Professor Sam Howison, Head of the MPLS Division, commented: ‘I am delighted to see the work of so many Oxford researchers recognised in this way. Their wide-ranging expertise illustrates not only the breadth of outstanding data science and AI research in Oxford, but also the critical importance of data science to so many aspects of the modern world.’
Tamsin Mather is professor of Earth Sciences and her main research interests centre on the science behind volcanoes and volcanic behaviour. Tamsin believes that data is at the heart of advances in volcanology and the geo- and planetary sciences more broadly. She comments that: ‘In the geosciences we often must rely on natural events. However, samples and measurements can be difficult or hazardous to obtain and this presents a wide range of challenges that the data sciences can help solve. These applications have importance from, for example, the perspective of hazards to human lives and livelihoods and in terms of extrapolating from the present-day environmental impacts of volcanoes to those over Earth’s geological past.’

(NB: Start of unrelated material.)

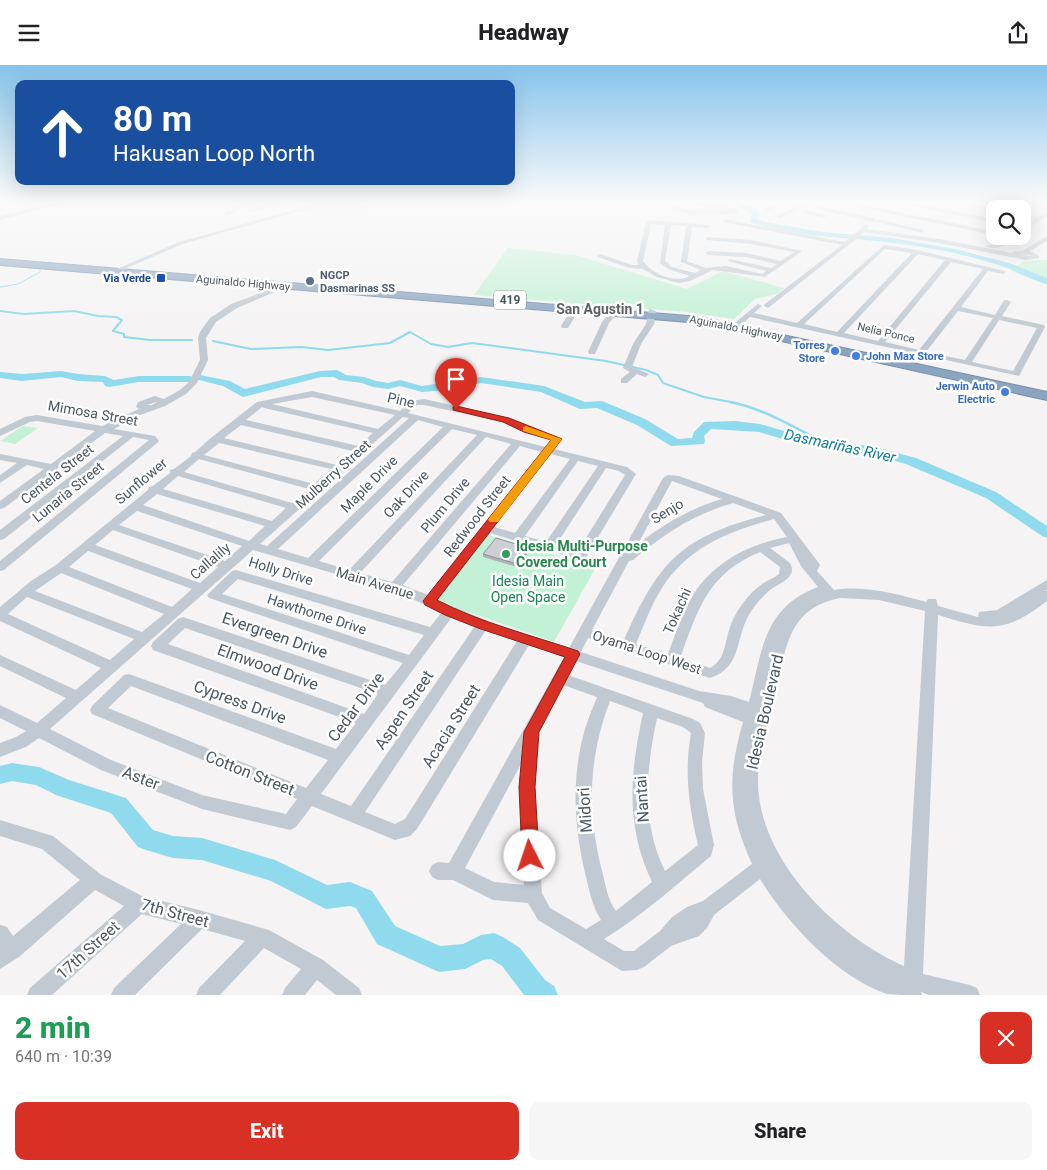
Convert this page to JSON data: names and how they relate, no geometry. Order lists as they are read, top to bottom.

Tarje Nissen-Meyer, Associate Professor of Geophysics, is primarily interested in seismology, geophysics, numerical modelling, HPC, data analysis, inference problems and conservation. These research areas increasingly rely and focus on data science and AI, as they deal with complex, large datasets and computationally intensive modelling. Connecting these fields and data structures to societal problems such as natural hazards, energy, biodiversity loss and the climate crisis promises great advances. Tarje believes the time is ideal to engage more deeply between diverse academic groups and data science institutions such as the Turing: the mutual knowledge transfer, collaborations and potential co-supervision are bound to trigger innovative progress to create and expand on societally relevant core fields.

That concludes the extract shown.